Architectural Engineer (PE) is a professional engineering designation in the United States. The architectural engineer applies the knowledge and skills of broader engineering disciplines to the design, construction, operation, maintenance, and renovation of buildings and their component systems while paying careful attention to their effects on the surrounding environment.

With the establishment of a specific "Architectural Engineering" NCEES professional engineering registration examination in the 1990s and first offering in April 2003, architectural engineering is now recognized as a distinct engineering discipline in the United States.

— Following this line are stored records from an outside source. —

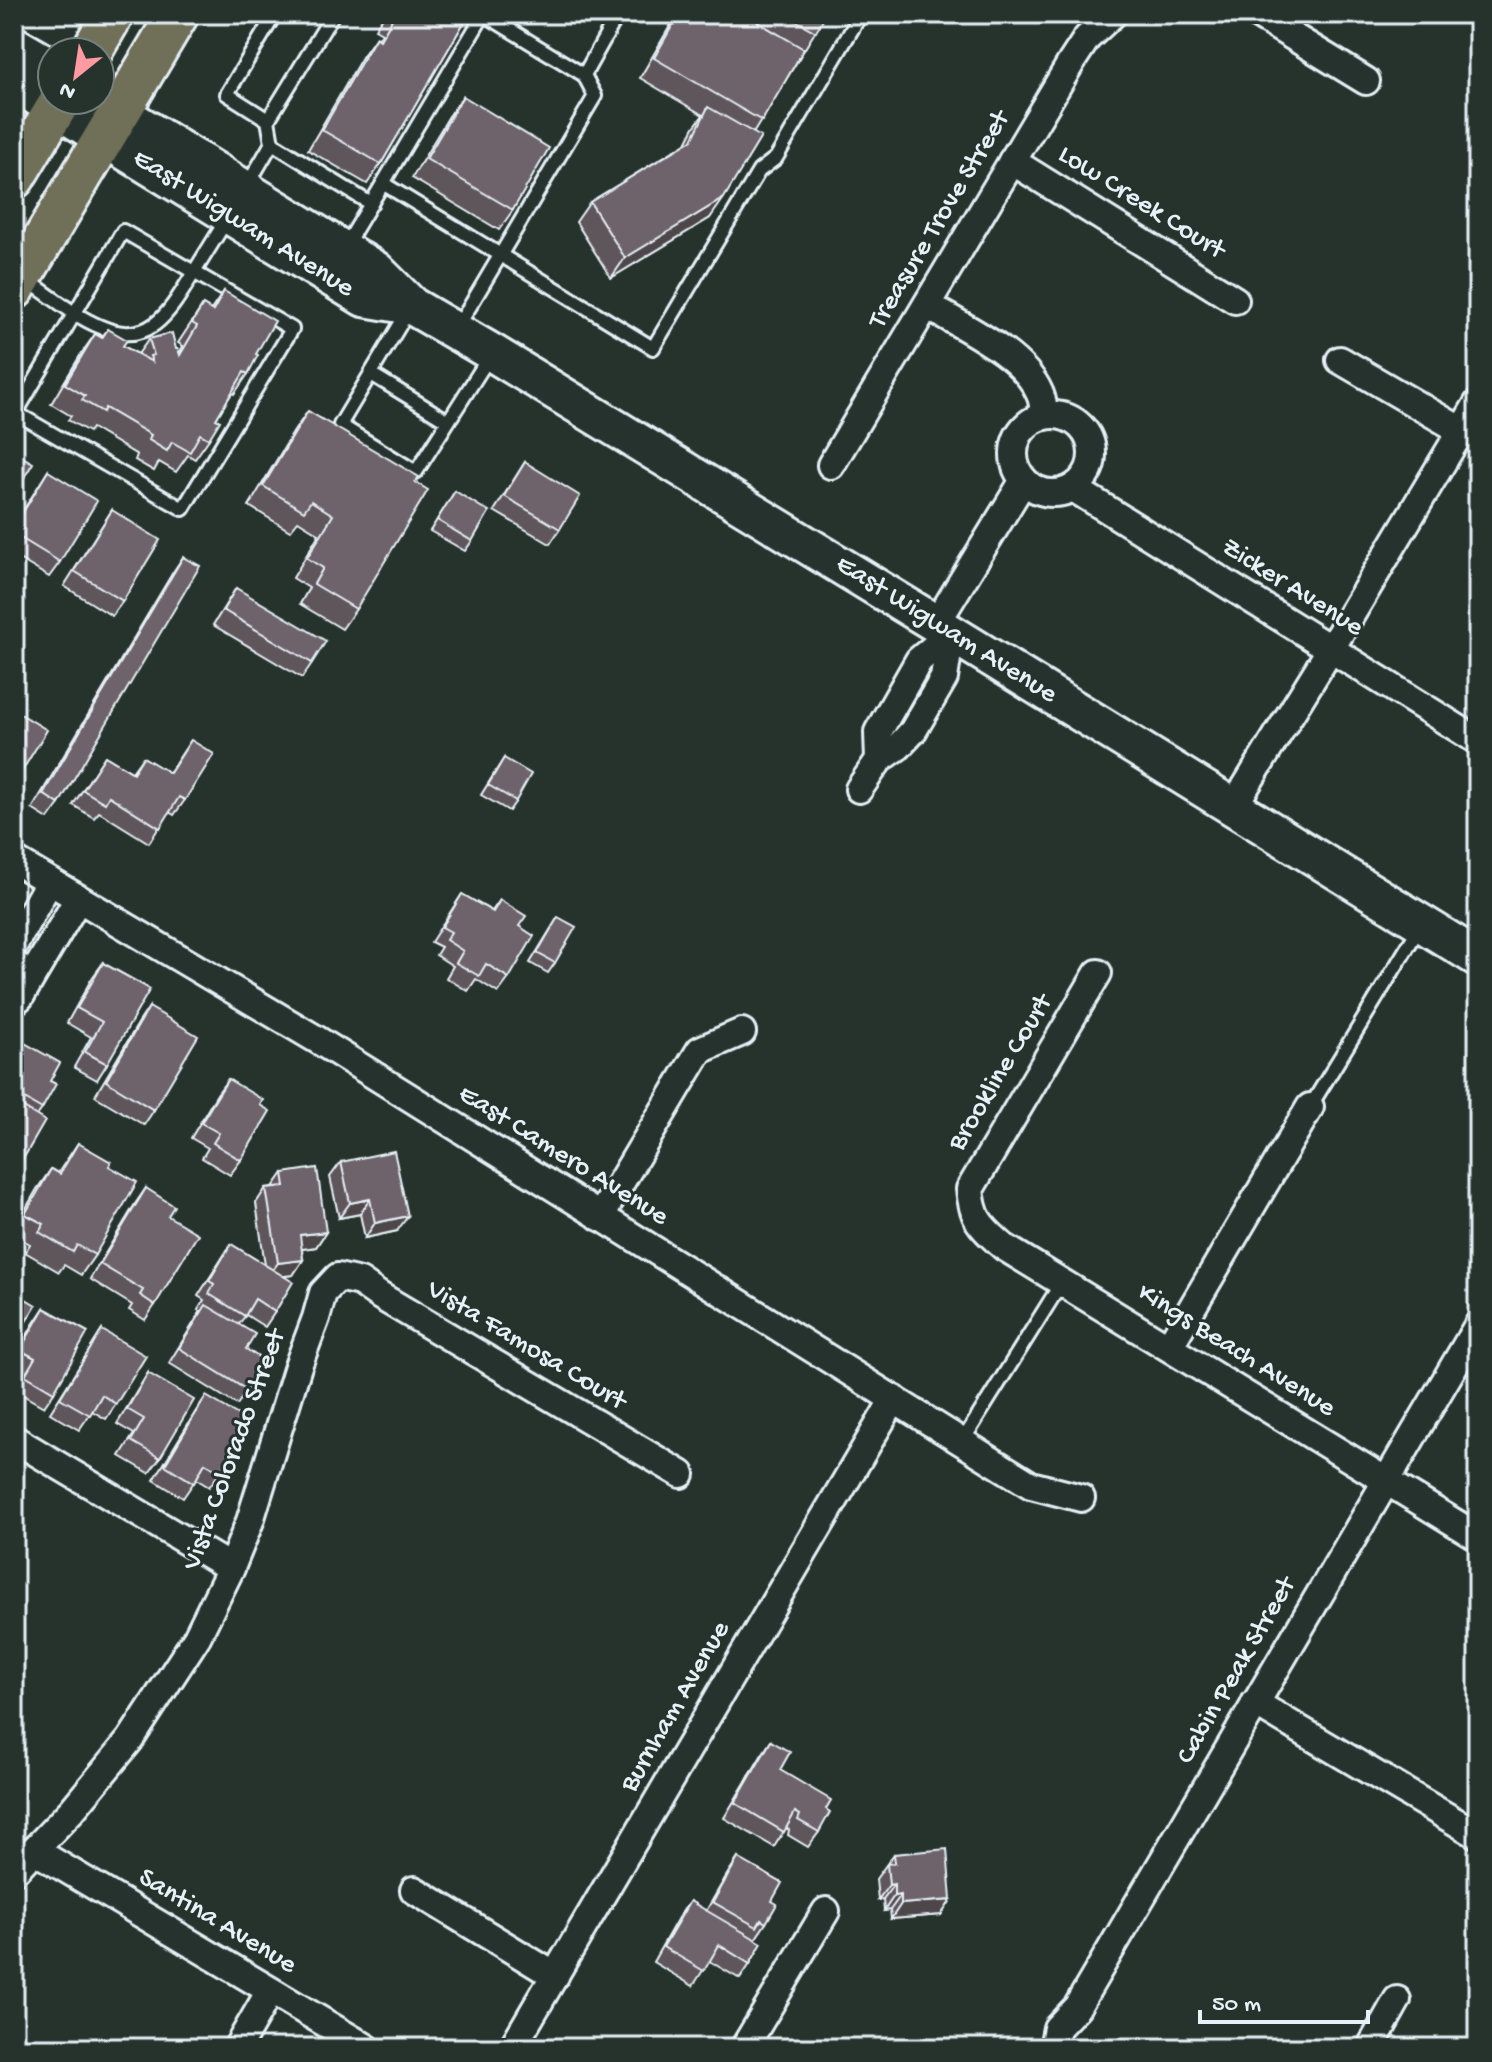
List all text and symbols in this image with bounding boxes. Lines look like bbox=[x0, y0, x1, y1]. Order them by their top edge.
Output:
north arrow bbox=[36, 36, 116, 116]
text: N bbox=[55, 75, 81, 105]
street label: Treasure Trove Street bbox=[861, 103, 1019, 337]
street label: Low Creek Court bbox=[1052, 139, 1233, 269]
street label: East Wigwam Avenue bbox=[126, 142, 360, 306]
street label: Zicker Avenue bbox=[1215, 531, 1370, 645]
street label: East Wigwam Avenue bbox=[829, 548, 1063, 712]
street label: Brookline Court bbox=[941, 987, 1062, 1158]
street label: East Camero Avenue bbox=[452, 1078, 675, 1234]
street label: Vista Famosa Court bbox=[420, 1273, 634, 1420]
street label: Kings Beach Avenue bbox=[1131, 1277, 1342, 1426]
street label: Vista Colorado Street bbox=[176, 1323, 295, 1576]
street label: Cabin Peak Street bbox=[1170, 1569, 1305, 1771]
street label: Burnham Avenue bbox=[613, 1615, 739, 1799]
street label: Santina Avenue bbox=[132, 1862, 303, 1983]
scale bar bbox=[1200, 1974, 1368, 2024]
text: 50 m bbox=[1212, 1991, 1261, 2020]

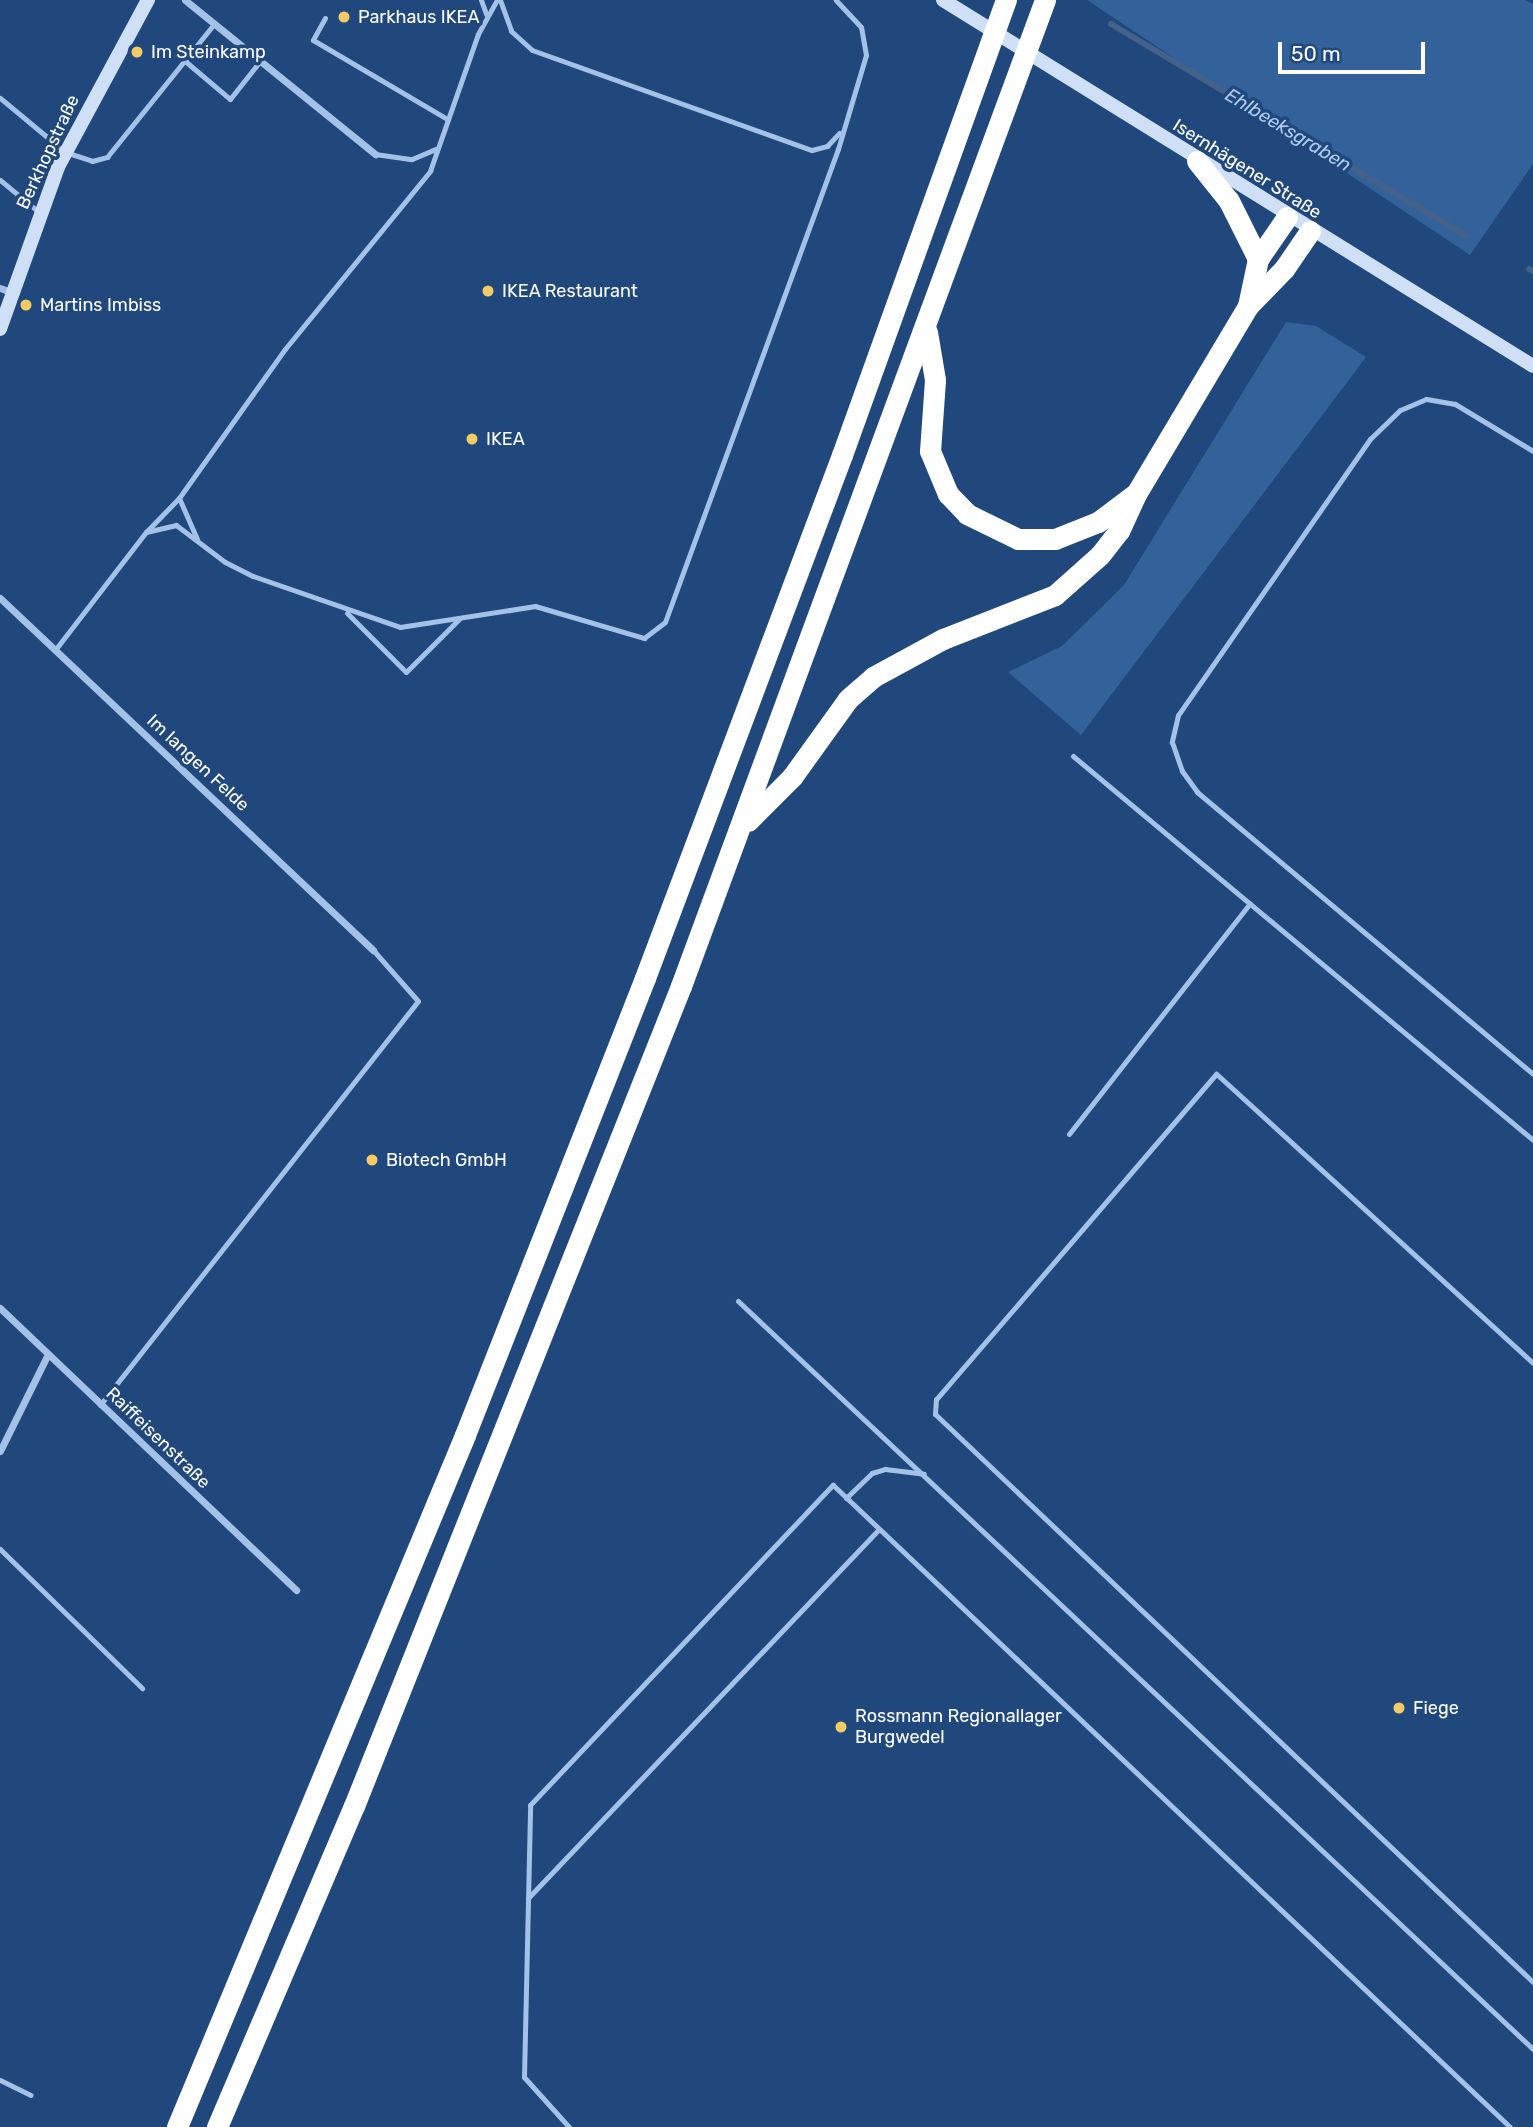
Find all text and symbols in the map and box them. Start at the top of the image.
place label: Parkhaus IKEA [358,6,479,28]
marker: Parkhaus IKEA [336,9,352,25]
scale bar [1281,28,1428,72]
place label: Im Steinkamp [151,41,266,63]
text: 50 m [1291,41,1341,66]
marker: Im Steinkamp [129,44,145,60]
water label: Ehlbeeksgraben [1221,83,1355,177]
street label: Berkhopstraße [12,91,84,213]
street label: Isernhägener Straße [1169,114,1325,224]
place label: IKEA Restaurant [502,280,638,302]
marker: IKEA Restaurant [480,283,496,299]
place label: Martins Imbiss [40,294,161,316]
marker: Martins Imbiss [18,297,34,313]
place label: IKEA [486,428,525,450]
marker: IKEA [464,431,480,447]
street label: Im langen Felde [142,710,254,816]
place label: Biotech GmbH [386,1149,507,1171]
marker: Biotech GmbH [364,1152,380,1168]
street label: Raiffeisenstraße [101,1383,215,1493]
place label: Fiege [1413,1697,1459,1719]
marker: Fiege [1391,1700,1407,1716]
place label: Rossmann Regionallager Burgwedel [855,1706,1062,1748]
marker: Rossmann Regionallager Burgwedel [833,1719,849,1735]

Note that in the United States Architects are not to be confused with "architectural engineering technology" which is different from architectural engineering; in the United States architectural engineering technologists tend to be "Engineering Technicians" that utilize CAD technology as drafters or technical assistants who do not have a license to practice either Architecture or Engineering, usually hired by larger construction firms or developers who prefer to cut out architectural design and maintain high costs of construction for standard processes and common building materials, while in Europe, Canada, South Africa and other countries Architectural technologists have a role similar to Architects and Architectural Engineers.

Areas of focus
 Architecture (if licensed as an Architect)
 Structural engineering
 Construction engineering
 Construction management
 Project management
 Green building
 Heating, ventilation and air conditioning (HVAC)
 Plumbing and piping (hydronics)
 Energy management
 Fire protection engineering
 Building power systems
 Lighting
 Building transportation systems
 Acoustics, noise & vibration control

A common combined specialization is Mechanical, Electrical and Plumbing, better known by its abbreviation MEP.  An MEP design engineer has experience in HVAC, lighting/electrical, and plumbing systems' analysis and design.

Some topics of special interest
 Building construction
 Building Information Modeling (BIM)
 Efficient energy use, Energy conservation or Energy demand management
 Renewable energy
 Solar energy
 Green buildings
 Intelligent buildings
 Autonomous buildings
 Indoor air quality
 Thermal comfort

Educational institutions offering bachelor's degrees in architectural engineering
Programs accredited by the Engineering Accreditation Commission (EAC) of ABET and that are members of Architectural Engineering Institute (AEI) are denoted below.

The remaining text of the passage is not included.